Когда Велон окончательно уверовал в том, что между родителями не все всегда было гладко, он вновь обратился к себе. Отношение к этой шокирующей новости, что папа мог обижать маму, их любимую обожаемую единственную маму, казалась… не такой уж неприятной. Вернее, Велон, конечно, не остался равнодушным, ведь мамина боль не могла радовать его — он бы убил не задумываясь любого, кто бы обидел ее, — но осуждать отца он не бросался. Сам ведь был таким, как ни стыдно это признавать. А вот братья — если бы узнали — не поняли. Ни близнецы, ни тем более Вэйзар. Они бы никогда не простили отца, не поняли бы. А Велон лишь горько улыбался Судьбе, которая так разложила карты. Жертва любви, оказывается, не всегда бывает счастливой. Но ведь у мамы получилось стать тем, кто она есть — Темной Императрицей, любимой женой, заботливой матерью. Она стала центром их семьи, ее сердцем. Невозможно было представить все, что их окружало, без мамы. Она много лет стояла рядом с отцом, помогала ему, поддерживала, растила детей. Любовь родителей стала примером для них, а то, что было в прошлом… в прошлом пусть и остается. Так решил Велон, хороня в глубине памяти свои выводы. Он был бесконечно благодарен родителям за то, что они построили: Империю, их семью, свою любовь. А как это делали, сколько "прости" звучало, сколько было забыто — это уже неважно. Темный принц искренне считал, что абсолютная честность должна существовать между супругами, но остальным лучше не открывать душу.
Эда нахмурилась во сне и попыталась натянуть на плечи сползший плед. Велон решительно встал и, осторожно взяв на руки свою маленькую красавицу — а она действительно казалась миниатюрной рядом с ним, — отнес ее в спальню.
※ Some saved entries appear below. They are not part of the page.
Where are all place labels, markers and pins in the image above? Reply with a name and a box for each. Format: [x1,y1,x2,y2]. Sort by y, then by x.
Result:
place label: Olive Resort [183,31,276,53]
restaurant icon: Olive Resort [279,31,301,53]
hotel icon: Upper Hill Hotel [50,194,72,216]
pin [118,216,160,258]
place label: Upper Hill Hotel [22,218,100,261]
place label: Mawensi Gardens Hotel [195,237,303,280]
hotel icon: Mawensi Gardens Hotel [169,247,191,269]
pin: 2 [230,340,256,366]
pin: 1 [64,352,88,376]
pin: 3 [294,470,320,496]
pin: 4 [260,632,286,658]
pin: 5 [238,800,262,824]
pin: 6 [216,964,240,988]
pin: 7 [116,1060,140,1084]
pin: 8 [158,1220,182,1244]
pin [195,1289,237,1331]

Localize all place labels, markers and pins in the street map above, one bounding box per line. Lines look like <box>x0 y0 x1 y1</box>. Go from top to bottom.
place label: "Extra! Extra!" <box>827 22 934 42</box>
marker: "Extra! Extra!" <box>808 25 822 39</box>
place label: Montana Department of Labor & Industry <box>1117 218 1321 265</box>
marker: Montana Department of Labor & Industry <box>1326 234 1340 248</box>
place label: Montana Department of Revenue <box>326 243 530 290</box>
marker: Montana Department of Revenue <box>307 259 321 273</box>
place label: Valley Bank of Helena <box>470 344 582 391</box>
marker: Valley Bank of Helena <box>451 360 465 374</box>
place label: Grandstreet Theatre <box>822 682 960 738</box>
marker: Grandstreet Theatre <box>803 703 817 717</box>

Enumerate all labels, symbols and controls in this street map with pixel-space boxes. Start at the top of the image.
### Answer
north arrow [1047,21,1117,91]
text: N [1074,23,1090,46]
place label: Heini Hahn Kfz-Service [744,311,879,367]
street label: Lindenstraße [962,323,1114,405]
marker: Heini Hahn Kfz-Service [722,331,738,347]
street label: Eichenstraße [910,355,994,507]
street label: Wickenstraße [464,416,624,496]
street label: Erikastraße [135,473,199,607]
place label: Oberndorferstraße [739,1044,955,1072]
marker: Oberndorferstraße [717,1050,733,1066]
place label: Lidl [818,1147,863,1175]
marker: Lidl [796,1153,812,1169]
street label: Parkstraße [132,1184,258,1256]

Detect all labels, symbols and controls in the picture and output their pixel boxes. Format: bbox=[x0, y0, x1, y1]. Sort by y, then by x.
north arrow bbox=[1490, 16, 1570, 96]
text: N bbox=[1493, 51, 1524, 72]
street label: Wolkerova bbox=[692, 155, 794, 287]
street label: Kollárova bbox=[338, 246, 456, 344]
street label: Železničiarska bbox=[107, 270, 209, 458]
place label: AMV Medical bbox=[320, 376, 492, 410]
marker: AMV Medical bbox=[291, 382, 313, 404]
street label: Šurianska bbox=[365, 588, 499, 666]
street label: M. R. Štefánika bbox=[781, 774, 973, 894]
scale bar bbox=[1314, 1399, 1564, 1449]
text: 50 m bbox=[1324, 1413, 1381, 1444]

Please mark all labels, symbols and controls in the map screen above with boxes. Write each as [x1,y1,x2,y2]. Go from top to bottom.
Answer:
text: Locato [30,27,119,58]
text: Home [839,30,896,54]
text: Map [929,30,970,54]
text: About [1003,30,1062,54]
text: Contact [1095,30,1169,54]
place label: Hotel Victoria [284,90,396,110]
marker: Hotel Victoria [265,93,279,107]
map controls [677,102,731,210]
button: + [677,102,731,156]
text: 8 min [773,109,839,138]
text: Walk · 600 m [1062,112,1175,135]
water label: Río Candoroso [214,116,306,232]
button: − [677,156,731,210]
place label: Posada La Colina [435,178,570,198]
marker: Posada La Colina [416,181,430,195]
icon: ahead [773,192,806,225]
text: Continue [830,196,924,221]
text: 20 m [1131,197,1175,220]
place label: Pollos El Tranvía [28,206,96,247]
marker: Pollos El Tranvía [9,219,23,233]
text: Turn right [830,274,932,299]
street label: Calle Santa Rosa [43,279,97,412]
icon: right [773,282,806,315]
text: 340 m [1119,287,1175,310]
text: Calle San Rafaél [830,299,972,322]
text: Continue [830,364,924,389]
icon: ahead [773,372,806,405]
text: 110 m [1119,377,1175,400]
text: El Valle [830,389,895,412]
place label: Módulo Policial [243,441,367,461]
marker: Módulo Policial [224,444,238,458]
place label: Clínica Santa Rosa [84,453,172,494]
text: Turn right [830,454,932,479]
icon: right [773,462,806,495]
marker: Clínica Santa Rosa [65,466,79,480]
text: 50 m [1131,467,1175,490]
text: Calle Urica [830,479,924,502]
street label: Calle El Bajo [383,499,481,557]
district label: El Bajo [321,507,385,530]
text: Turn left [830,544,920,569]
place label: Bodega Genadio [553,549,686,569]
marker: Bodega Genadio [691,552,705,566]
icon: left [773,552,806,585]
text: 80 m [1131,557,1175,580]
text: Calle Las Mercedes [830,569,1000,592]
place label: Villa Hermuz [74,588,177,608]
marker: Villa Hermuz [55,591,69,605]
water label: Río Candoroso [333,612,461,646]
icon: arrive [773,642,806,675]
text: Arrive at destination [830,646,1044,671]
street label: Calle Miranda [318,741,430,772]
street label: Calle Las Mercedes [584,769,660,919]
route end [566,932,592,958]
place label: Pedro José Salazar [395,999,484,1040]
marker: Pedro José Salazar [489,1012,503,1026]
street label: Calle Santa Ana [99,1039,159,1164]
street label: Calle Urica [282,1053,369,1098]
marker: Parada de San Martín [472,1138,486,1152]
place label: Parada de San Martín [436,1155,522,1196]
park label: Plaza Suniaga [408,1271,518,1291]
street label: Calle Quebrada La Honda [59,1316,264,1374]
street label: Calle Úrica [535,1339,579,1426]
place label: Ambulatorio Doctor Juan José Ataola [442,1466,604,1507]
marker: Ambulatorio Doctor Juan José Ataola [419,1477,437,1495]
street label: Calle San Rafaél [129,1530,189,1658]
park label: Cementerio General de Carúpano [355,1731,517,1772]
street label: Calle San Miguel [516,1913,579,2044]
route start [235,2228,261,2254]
Она даже не проснулась, лишь сильнее прижималась к его груди и улыбалась.
— Ты успокоишься или нет?! — рявкнул Вадерион, глядя на мечущегося по гостиной сына, после чего отхлебнул кофе. Хоть что-то приятное после бессонной ночи.
— Я спокоен! — рявкнул в ответ Велон. Какой чудесный разговор!
Рядом из теней возник Тейнол и опустился на диван.
— Ты звал.
— Да, хотел услышать последние новости по нашему делу.
— А Велон? — поинтересовался Тейнол, поглядывая на принца, который сейчас ерошил волосы и без того превратившиеся в гнездо.
— Он не помешает нам, — усмехнулся Вадерион. — У него важное задание — нервничать.
Велон резко повернулся, голубые глаза полыхнули алым.
— Да, у светлых другая манера борьбы, а среди темных мы таких не встречали, — поддержал Тейнол.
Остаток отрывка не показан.